Movement and Fixation of Intestinal Microbiota after Administration of Human Feces to Germfree Mice

Ryoko Kibe,1,2* Mitsuo Sakamoto,2 Hiroshi Yokota,1 Hiroki Ishikawa,3 Yuji Aiba,3,4 Yasuhiro Koga,3 and Yoshimi Benno2

Department of Veterinary Biochemistry, School of Veterinary Medicine, Rakuno Gakuen University, 582-1 Bunkyodai-midorimachi, Ebetsu, Hokkaido 069-8501, Japan,1 Microbe Division/Japan Collection of Microorganisms, RIKEN BioResource Center, 2-1 Hirosawa, Wako, Saitama 351-0198, Japan,2 Department of Infectious Diseases, Tokai University School of Medicine, Bohseidai, Isehara, Kanagawa 259-1100, Japan,3 Sagami Research Laboratories, Wakamoto Pharmaceutical Co., Ltd., 378 Kanade, Ohimachi, Ashigarakami-gun, Kanagawa 258-0018, Japan4

Received 8 October 2004/ Accepted 20 December 2004

Human flora-associated (HFA) mice have been considered a tool for studying the ecology and metabolism of intestinal bacteria in humans, although they have some limitations as a model.
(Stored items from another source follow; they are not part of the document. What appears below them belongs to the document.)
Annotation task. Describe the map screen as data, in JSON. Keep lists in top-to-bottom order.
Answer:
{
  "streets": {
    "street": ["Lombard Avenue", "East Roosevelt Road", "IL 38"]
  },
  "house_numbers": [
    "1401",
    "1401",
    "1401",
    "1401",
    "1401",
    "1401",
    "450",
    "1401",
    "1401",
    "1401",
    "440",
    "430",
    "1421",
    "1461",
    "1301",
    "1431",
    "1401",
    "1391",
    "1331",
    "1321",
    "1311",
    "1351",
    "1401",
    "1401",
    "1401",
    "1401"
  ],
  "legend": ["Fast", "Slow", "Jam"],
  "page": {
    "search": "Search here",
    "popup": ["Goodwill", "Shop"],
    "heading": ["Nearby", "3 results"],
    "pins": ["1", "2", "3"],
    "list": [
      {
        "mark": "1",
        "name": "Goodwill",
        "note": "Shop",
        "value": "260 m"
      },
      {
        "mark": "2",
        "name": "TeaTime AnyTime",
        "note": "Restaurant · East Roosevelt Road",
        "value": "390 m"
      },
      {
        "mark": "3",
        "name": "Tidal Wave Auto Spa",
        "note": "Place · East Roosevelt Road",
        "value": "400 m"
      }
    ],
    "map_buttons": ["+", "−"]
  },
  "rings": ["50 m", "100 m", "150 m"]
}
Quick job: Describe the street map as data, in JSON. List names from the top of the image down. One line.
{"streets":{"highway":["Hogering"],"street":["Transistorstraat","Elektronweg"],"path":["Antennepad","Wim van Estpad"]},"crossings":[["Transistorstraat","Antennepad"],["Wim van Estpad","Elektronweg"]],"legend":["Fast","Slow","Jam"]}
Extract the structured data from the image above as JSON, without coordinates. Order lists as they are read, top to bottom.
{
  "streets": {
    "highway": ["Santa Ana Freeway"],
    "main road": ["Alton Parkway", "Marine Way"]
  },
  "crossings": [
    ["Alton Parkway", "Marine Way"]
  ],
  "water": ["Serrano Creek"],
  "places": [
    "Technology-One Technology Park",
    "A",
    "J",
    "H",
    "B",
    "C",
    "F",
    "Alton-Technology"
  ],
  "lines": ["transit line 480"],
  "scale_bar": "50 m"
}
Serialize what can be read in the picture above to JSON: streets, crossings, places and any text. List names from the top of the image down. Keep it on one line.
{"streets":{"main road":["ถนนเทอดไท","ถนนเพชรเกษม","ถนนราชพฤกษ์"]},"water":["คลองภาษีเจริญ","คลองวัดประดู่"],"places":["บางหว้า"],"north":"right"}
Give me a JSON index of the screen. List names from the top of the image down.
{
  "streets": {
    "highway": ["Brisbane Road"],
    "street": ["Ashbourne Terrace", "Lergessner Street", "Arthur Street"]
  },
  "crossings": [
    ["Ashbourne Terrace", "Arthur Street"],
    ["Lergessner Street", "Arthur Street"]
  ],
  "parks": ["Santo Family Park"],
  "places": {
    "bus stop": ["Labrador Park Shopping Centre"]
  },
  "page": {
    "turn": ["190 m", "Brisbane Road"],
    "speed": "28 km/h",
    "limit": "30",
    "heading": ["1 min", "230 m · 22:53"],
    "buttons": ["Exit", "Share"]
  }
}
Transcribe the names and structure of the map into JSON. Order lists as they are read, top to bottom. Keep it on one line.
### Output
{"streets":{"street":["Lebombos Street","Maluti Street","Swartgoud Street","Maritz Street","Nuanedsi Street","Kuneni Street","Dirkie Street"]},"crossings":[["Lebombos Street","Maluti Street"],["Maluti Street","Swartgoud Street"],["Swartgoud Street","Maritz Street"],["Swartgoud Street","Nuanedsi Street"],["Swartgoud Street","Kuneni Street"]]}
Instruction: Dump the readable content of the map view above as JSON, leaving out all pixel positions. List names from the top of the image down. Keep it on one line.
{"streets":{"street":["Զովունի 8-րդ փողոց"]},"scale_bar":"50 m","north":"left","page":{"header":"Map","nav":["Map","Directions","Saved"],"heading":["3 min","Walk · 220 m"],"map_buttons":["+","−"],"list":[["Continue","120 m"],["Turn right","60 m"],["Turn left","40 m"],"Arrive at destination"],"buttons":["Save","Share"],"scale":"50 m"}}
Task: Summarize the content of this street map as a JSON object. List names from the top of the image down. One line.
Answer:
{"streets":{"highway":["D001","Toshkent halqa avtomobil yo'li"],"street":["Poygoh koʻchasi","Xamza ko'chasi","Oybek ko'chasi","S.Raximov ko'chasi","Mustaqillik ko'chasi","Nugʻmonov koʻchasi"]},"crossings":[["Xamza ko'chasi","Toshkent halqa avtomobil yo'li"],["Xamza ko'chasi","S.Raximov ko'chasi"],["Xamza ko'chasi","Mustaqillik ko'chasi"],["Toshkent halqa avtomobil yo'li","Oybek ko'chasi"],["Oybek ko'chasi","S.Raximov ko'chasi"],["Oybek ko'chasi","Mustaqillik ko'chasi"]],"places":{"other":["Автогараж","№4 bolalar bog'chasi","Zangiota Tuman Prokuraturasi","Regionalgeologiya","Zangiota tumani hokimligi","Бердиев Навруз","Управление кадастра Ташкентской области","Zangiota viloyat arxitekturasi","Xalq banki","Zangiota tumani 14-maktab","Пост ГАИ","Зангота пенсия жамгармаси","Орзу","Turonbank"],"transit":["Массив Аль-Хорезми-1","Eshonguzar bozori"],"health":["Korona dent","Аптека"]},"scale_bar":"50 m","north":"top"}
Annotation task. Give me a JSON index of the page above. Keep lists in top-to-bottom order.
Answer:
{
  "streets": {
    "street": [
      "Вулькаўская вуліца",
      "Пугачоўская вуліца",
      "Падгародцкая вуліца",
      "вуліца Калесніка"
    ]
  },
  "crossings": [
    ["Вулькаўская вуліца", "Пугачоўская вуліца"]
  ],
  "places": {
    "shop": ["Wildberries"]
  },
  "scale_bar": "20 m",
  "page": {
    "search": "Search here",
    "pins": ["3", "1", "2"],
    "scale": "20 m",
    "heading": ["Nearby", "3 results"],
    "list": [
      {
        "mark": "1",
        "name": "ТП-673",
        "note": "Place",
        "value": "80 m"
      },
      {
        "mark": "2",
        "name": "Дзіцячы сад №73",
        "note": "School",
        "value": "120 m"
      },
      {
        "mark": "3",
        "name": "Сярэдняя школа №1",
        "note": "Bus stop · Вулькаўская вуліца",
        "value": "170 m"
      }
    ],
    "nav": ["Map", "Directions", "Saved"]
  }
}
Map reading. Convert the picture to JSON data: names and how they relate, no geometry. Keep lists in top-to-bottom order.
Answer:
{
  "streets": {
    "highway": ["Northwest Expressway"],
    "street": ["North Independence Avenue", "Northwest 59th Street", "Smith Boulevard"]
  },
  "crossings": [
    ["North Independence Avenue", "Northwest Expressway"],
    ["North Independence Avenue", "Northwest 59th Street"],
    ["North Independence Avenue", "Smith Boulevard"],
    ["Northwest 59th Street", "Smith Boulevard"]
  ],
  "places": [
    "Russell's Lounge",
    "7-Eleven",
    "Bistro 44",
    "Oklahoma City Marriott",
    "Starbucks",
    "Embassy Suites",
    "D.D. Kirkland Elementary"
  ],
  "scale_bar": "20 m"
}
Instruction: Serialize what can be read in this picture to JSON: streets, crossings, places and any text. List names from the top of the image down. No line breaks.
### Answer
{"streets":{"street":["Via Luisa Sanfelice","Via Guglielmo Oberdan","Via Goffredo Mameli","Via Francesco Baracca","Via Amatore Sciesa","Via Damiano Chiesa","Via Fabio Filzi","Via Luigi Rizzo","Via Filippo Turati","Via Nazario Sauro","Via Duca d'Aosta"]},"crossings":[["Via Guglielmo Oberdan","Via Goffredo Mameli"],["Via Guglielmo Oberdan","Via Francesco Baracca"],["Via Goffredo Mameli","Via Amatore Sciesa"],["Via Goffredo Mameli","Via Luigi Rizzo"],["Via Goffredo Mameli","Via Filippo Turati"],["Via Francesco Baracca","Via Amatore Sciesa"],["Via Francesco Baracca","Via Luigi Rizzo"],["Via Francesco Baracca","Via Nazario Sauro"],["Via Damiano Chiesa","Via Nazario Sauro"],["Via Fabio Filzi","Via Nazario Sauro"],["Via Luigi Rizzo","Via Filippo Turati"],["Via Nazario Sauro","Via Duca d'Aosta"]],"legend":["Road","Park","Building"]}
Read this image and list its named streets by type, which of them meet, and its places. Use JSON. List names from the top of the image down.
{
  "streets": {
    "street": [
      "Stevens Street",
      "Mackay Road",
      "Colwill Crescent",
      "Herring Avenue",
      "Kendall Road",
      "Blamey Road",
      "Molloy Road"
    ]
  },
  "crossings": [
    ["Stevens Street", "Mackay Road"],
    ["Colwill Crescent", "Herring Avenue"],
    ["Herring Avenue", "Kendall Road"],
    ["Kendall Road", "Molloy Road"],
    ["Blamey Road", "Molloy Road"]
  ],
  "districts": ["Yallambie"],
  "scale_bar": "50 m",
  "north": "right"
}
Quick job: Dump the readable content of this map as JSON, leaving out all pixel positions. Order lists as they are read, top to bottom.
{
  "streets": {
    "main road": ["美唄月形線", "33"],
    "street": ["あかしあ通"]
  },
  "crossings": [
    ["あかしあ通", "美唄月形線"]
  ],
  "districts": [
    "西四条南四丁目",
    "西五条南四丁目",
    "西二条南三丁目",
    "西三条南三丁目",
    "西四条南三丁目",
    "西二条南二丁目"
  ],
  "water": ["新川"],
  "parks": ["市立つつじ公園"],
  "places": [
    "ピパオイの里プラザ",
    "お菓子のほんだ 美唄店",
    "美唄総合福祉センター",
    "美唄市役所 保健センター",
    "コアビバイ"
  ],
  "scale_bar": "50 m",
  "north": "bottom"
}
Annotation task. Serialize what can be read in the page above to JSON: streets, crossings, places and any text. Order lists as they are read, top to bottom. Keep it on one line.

Shifts in dominant species of microbiota in HFA mice after the administration of human intestinal microbiota was revealed by 16S rRNA gene sequence and terminal restriction fragment length polymorphism (T-RFLP) analyses. Characteristic terminal restriction fragments (T-RFs) were quantified as the proportion of total peak area of all T-RFs. Only the proportion of the T-RF peak at bp 366, identified as the Gammmaproteobacteria group and the family Coriobacteriaceae, was reduced in this study. Increased T-RFs over time at bp 56, 184, and 196 were affiliated with the Clostridium group. However, most of the isolated bacteria with unique population shifts were phylotypes. The vertical transmission of the intestinal microbiota of the mouse offspring was also investigated by dendrogram analysis derived from the similarity of T-RFLP patterns among samples. As a result, the intestinal microbiota of HFA mice and their offspring reflected the composition of individual human intestinal bacteria with some modifications. Moreover, we revealed that human-derived lactobacilli (HDL), which have been considered difficult to colonize in the HFA mouse intestine in previous studies based on culture methods, could be detected in the HFA mouse intestine by using a lactic acid bacterium-specific primer and HDL-specific primers. Our results indicate that the intestinal microbiota of HFA mice represents a limited sample of bacteria from the human source and are selected by unknown interactions between the host and bacteria.


* Corresponding author. Mailing address: Microbe Division/Japan Collection of Microorganisms, RIKEN BioResouce Center, 2-1 Hirosawa, Wako, Saitama 351-0198, Japan. Phone: 81-48-467-9562. Fax: 81-48-462-4619. E-mail: r-kibe{at}jcm.riken.jp.


Applied and Environmental Microbiology, June 2005, p. 3171-3178, Vol. 71, No. 6
0099-2240/05/$08.00+0     doi:10.1128/AEM.71.6.3171-3178.2005
Copyright © 2005, American Society for Microbiology. All Rights Reserved.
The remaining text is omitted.